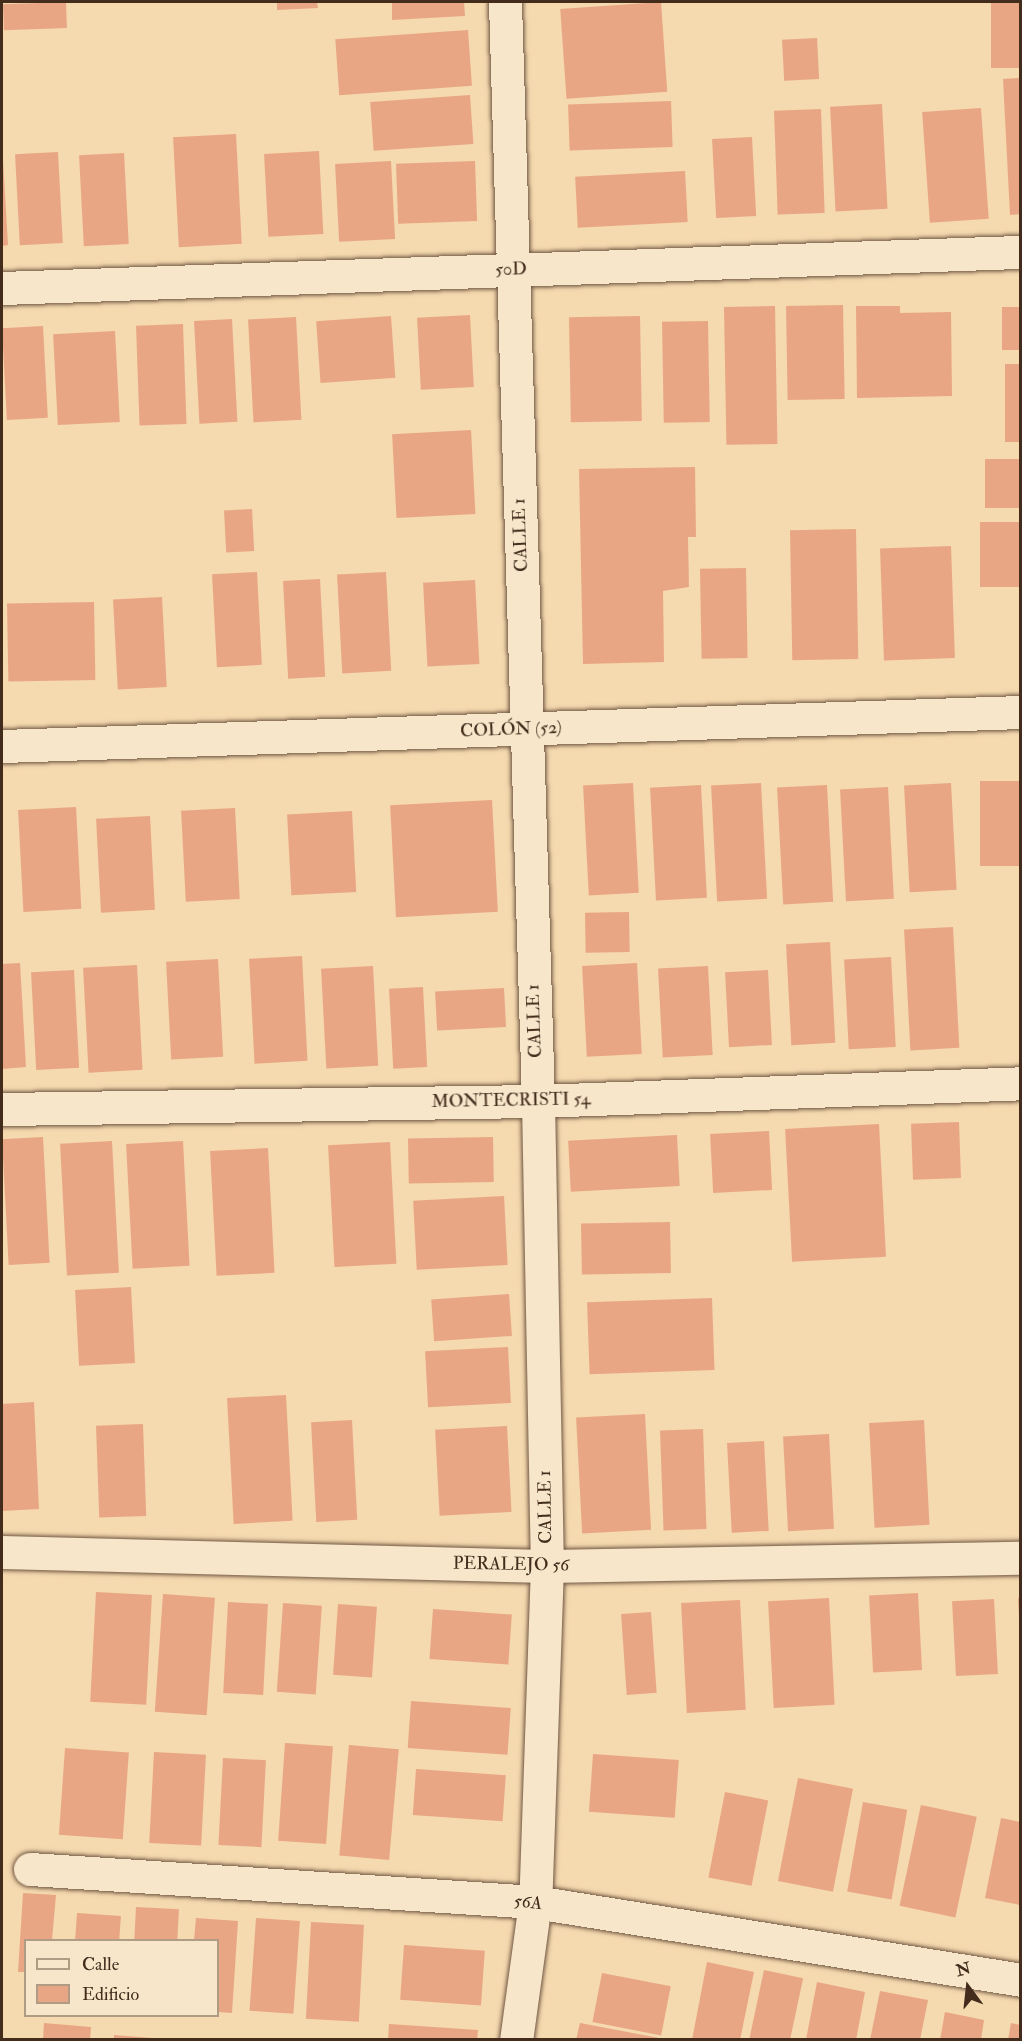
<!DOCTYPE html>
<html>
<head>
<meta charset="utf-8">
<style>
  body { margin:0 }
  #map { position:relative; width:1022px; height:2041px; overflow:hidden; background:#f5d9af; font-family:"IM FELL Double Pica",serif }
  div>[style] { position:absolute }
  .building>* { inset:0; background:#e9a684; transform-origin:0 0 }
  .roads { filter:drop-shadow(0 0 2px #705742) drop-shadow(0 0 2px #705742) }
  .street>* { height:33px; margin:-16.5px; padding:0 16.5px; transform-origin:16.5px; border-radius:16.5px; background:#f8e6cb }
  .secondary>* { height:33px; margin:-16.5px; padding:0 16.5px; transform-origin:16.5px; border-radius:16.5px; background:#f8e6cb }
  span { translate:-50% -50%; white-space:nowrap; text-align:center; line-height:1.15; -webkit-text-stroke:4.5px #f8e6cb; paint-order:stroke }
  .street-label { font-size:18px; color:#442c1d }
  .frame { position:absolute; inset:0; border:3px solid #442c1d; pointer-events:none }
  .legend { position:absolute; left:24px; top:1939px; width:195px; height:78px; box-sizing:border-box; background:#f8e6cb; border:2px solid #b09c85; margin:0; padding:8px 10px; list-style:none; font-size:18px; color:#442c1d }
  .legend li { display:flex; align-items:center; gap:12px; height:30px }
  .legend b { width:30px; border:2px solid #b09c85 }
  .north { position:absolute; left:938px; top:1957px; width:60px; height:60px; -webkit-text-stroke:4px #f8e6cb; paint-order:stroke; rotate:345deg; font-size:16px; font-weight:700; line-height:24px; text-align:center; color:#442c1d }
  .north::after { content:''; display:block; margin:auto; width:21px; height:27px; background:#442c1d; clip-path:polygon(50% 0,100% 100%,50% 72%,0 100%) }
</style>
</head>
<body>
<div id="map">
  <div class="building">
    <div style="left:66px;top:2px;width:26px;height:63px;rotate:88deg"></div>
    <div style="clip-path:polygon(277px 2px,317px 2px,318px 8px,277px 10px)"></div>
    <div style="clip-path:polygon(392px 2px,464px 2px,465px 16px,392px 20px)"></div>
    <div style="left:661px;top:2px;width:90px;height:101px;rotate:86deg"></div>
    <div style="left:991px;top:2px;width:29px;height:66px"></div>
    <div style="left:468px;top:30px;width:56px;height:133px;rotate:86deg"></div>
    <div style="left:817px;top:38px;width:41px;height:35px;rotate:87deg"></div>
    <div style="clip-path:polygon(1020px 78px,1020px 214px,1010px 215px,1003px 79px)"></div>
    <div style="left:470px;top:95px;width:49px;height:100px;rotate:86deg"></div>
    <div style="left:671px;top:101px;width:46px;height:103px;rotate:88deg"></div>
    <div style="left:882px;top:104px;width:105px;height:52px;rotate:87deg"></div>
    <div style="left:981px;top:108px;width:111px;height:59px;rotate:86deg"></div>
    <div style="left:821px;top:109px;width:104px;height:47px;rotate:88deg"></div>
    <div style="left:236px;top:134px;width:110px;height:63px;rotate:87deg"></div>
    <div style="left:752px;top:137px;width:79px;height:40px;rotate:87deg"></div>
    <div style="clip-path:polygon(2px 143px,8px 245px,2px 246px)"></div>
    <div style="left:319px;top:151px;width:83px;height:55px;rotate:87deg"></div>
    <div style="left:58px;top:152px;width:91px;height:43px;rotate:87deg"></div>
    <div style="left:124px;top:153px;width:91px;height:45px;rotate:87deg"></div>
    <div style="left:391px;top:161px;width:78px;height:56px;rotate:87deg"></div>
    <div style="left:475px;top:161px;width:60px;height:79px;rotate:88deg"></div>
    <div style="left:685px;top:171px;width:51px;height:110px;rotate:87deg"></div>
    <div style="left:843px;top:305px;width:94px;height:57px;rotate:89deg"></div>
    <div style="left:775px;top:306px;width:138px;height:51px;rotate:89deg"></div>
    <div style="clip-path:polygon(856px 306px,900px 306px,900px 313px,951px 312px,952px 396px,857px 398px)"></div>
    <div style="left:1002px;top:307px;width:18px;height:43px"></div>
    <div style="left:470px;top:315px;width:72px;height:53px;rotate:87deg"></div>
    <div style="left:391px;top:316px;width:62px;height:75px;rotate:86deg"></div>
    <div style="left:640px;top:316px;width:105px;height:71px;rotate:89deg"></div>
    <div style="left:296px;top:317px;width:103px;height:48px;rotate:87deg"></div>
    <div style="left:232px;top:319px;width:103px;height:38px;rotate:87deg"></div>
    <div style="left:708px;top:321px;width:101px;height:46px;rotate:89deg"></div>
    <div style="left:183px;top:324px;width:100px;height:47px;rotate:88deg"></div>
    <div style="left:43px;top:326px;width:92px;height:41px;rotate:87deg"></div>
    <div style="left:115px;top:331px;width:91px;height:62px;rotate:87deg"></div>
    <div style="left:1005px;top:364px;width:15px;height:78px"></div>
    <div style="left:471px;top:430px;width:84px;height:79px;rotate:87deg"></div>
    <div style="left:985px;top:459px;width:35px;height:49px"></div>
    <div style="clip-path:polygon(695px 467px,696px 537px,688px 537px,689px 587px,663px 591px,664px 662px,583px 664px,579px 469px)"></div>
    <div style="left:252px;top:509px;width:42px;height:28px;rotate:87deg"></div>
    <div style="left:1020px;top:522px;width:65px;height:40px;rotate:90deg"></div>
    <div style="left:856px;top:529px;width:130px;height:66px;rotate:89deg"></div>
    <div style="left:951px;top:546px;width:112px;height:71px;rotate:88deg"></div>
    <div style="left:746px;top:568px;width:90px;height:46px;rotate:89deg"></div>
    <div style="left:257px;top:572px;width:93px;height:45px;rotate:87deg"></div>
    <div style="left:386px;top:572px;width:99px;height:49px;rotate:87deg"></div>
    <div style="left:320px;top:579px;width:98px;height:37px;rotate:87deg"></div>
    <div style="left:475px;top:580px;width:84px;height:52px;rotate:87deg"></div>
    <div style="left:162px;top:597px;width:90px;height:49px;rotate:87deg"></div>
    <div style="left:94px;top:602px;width:78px;height:87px;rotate:89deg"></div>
    <div style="left:1020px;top:781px;width:85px;height:40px;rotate:90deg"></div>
    <div style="left:633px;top:783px;width:110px;height:50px;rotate:87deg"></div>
    <div style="left:761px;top:783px;width:116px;height:50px;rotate:87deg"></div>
    <div style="left:951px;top:783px;width:107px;height:47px;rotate:87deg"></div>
    <div style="left:701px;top:785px;width:113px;height:51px;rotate:87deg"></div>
    <div style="left:827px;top:785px;width:117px;height:50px;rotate:87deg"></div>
    <div style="left:888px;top:787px;width:112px;height:48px;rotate:87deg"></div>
    <div style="left:492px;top:800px;width:112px;height:102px;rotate:87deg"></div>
    <div style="left:76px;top:807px;width:102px;height:58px;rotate:87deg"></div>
    <div style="left:235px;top:808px;width:91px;height:54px;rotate:87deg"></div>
    <div style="left:352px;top:811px;width:81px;height:65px;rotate:87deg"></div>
    <div style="left:150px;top:816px;width:94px;height:54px;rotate:87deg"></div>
    <div style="left:629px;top:912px;width:40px;height:44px;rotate:89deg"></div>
    <div style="left:953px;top:927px;width:121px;height:49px;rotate:87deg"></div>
    <div style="left:830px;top:942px;width:101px;height:44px;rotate:87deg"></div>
    <div style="left:302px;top:956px;width:105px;height:53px;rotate:87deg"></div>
    <div style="left:891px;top:957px;width:90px;height:47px;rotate:87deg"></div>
    <div style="left:218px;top:959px;width:98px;height:52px;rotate:87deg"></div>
    <div style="clip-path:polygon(20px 963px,26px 1067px,2px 1069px,2px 964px)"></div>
    <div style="left:637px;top:963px;width:91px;height:55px;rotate:87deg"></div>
    <div style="left:137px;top:965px;width:105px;height:54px;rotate:87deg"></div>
    <div style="left:373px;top:966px;width:100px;height:52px;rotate:87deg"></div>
    <div style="left:708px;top:966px;width:89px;height:50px;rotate:87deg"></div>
    <div style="left:74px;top:970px;width:98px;height:43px;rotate:87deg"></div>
    <div style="left:768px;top:970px;width:75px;height:43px;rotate:87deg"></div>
    <div style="left:423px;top:987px;width:80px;height:34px;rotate:87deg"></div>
    <div style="left:504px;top:988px;width:39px;height:69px;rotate:87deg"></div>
    <div style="left:959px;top:1122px;width:56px;height:48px;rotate:88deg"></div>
    <div style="left:879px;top:1124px;width:133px;height:94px;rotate:87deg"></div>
    <div style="left:769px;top:1131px;width:59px;height:59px;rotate:87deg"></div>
    <div style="left:677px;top:1135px;width:51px;height:109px;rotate:87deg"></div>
    <div style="left:43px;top:1137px;width:126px;height:41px;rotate:87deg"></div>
    <div style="left:493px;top:1137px;width:45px;height:85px;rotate:89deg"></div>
    <div style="left:112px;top:1141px;width:132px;height:52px;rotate:87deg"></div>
    <div style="left:183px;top:1141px;width:125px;height:57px;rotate:87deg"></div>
    <div style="left:390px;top:1142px;width:122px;height:62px;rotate:87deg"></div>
    <div style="left:268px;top:1148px;width:125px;height:58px;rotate:87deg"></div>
    <div style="left:504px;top:1196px;width:69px;height:91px;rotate:87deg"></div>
    <div style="left:670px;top:1222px;width:51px;height:89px;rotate:89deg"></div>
    <div style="left:131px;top:1287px;width:76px;height:56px;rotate:87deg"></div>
    <div style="left:509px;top:1294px;width:42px;height:78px;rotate:86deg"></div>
    <div style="left:712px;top:1298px;width:72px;height:125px;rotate:88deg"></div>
    <div style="left:508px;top:1347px;width:56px;height:83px;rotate:87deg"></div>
    <div style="left:286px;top:1395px;width:126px;height:59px;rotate:87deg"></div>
    <div style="clip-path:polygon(34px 1402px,39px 1509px,2px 1511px,2px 1404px)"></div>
    <div style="left:645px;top:1414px;width:116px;height:69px;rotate:87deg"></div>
    <div style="left:352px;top:1420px;width:100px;height:41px;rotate:87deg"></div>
    <div style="left:924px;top:1420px;width:105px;height:55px;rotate:87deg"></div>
    <div style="left:143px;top:1424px;width:92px;height:47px;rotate:88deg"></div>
    <div style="left:507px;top:1426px;width:86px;height:72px;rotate:87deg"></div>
    <div style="left:703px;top:1429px;width:100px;height:43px;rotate:88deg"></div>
    <div style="left:829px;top:1434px;width:95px;height:46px;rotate:87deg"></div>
    <div style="left:764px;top:1441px;width:90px;height:37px;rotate:87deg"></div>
    <div style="left:96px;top:1592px;width:56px;height:110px;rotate:3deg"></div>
    <div style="left:918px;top:1593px;width:77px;height:49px;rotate:87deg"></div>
    <div style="left:163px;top:1594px;width:52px;height:118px;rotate:4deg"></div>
    <div style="left:829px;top:1598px;width:107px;height:61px;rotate:87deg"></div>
    <div style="clip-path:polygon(1018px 1598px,1020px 1598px,1020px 1618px,1019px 1618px)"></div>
    <div style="left:994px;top:1599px;width:75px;height:42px;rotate:87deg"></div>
    <div style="left:740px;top:1600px;width:110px;height:59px;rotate:87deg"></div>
    <div style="left:228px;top:1602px;width:40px;height:91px;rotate:3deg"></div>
    <div style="left:283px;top:1603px;width:39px;height:89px;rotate:4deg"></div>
    <div style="left:338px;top:1604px;width:39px;height:71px;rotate:4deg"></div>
    <div style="left:433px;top:1609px;width:79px;height:50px;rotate:4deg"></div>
    <div style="left:651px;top:1612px;width:81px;height:30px;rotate:86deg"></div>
    <div style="left:411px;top:1701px;width:100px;height:47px;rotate:4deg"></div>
    <div style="left:285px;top:1743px;width:48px;height:98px;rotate:4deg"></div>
    <div style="left:349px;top:1745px;width:50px;height:111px;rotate:5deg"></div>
    <div style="left:65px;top:1748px;width:64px;height:87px;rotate:4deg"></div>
    <div style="left:154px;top:1752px;width:52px;height:91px;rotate:3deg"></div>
    <div style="left:593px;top:1754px;width:86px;height:58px;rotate:4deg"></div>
    <div style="left:223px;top:1758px;width:43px;height:87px;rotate:3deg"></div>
    <div style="left:416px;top:1769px;width:90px;height:46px;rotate:4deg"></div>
    <div style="left:798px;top:1778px;width:56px;height:105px;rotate:11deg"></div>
    <div style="left:725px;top:1792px;width:44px;height:87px;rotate:11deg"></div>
    <div style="left:863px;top:1802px;width:45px;height:91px;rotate:10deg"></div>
    <div style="left:921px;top:1805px;width:57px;height:103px;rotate:12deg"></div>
    <div style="clip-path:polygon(1001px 1818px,1020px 1822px,1020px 1905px,985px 1898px)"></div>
    <div style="clip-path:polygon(23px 1893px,56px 1895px,52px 1940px,26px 1940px,26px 1972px,18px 1972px)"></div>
    <div style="left:136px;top:1907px;width:43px;height:33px;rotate:3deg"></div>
    <div style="left:77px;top:1913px;width:44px;height:27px;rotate:4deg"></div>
    <div style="clip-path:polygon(196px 1918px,238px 1921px,232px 2013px,218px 2012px,218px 1940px,194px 1940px)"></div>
    <div style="left:256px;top:1918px;width:44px;height:93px;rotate:4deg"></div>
    <div style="left:311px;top:1922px;width:53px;height:97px;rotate:3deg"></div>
    <div style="left:404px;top:1945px;width:81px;height:55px;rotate:4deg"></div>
    <div style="clip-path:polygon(707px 1962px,754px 1972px,740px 2040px,692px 2040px)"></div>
    <div style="left:764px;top:1970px;width:40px;height:71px;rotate:12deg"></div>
    <div style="left:602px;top:1973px;width:70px;height:50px;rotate:11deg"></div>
    <div style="clip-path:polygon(817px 1982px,865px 1992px,856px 2040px,806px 2040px)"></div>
    <div style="clip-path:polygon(880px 1991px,928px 2000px,920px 2040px,870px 2040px)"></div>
    <div style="clip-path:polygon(945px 2012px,984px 2020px,981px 2040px,940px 2040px)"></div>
    <div style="clip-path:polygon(44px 2023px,91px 2027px,90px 2040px,43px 2040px)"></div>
    <div style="clip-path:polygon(580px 2023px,659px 2038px,659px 2040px,576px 2040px)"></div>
    <div style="clip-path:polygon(1011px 2023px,1020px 2025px,1020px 2040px,1008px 2040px)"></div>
    <div style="clip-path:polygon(389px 2024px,478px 2030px,477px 2040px,388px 2040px)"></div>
    <div style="clip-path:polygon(114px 2035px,152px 2038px,152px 2040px,114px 2040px)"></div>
  </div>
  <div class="roads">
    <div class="street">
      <div style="left:505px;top:2px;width:1099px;rotate:88.28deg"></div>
      <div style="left:538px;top:1101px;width:465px;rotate:88.9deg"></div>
      <div style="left:547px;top:1566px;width:336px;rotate:92deg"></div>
      <div style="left:535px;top:1902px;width:139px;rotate:97.8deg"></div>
      <div style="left:2px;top:288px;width:1019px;rotate:-2.03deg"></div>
      <div style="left:2px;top:1109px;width:536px;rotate:-0.86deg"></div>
      <div style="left:538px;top:1101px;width:482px;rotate:-2.1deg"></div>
      <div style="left:2px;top:1552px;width:545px;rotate:1.47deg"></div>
      <div style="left:547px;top:1566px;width:473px;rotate:-1deg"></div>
      <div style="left:30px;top:1869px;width:506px;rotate:3.74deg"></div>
      <div style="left:535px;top:1902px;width:491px;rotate:9.1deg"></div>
    </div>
    <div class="secondary">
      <div style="left:2px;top:746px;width:1019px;rotate:-1.91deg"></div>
    </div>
  </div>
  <div class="street-label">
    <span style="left:511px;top:270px;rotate:-2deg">50D</span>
    <span style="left:521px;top:535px;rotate:-92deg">CALLE 1</span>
    <span style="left:511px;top:730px;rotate:-2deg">COLÓN (52)</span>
    <span style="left:535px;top:1021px;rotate:-92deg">CALLE 1</span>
    <span style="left:511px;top:1101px;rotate:-1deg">MONTECRISTI 54</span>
    <span style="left:546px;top:1507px;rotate:-91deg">CALLE 1</span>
    <span style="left:511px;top:1565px;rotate:1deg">PERALEJO 56</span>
    <span style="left:528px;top:1903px;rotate:6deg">56A</span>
  </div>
  <div class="frame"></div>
  <ul class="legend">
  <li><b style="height:8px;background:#f8e6cb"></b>Calle</li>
  <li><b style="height:16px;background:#e9a684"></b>Edificio</li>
  </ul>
  <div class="north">N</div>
</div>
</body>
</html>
┄┄┄┄┄┄
§ **Task to complete**: Copy the records above exactly, from the first line through the line containing "position:relative; width:1022px; height:2041px;", and leave out the pictures.

§ **Finished task**:
<!DOCTYPE html>
<html>
<head>
<meta charset="utf-8">
<style>
  body { margin:0 }
  #map { position:relative; width:1022px; height:2041px; overflow:hidden; background:#f5d9af; font-family:"IM FELL Double Pica",serif }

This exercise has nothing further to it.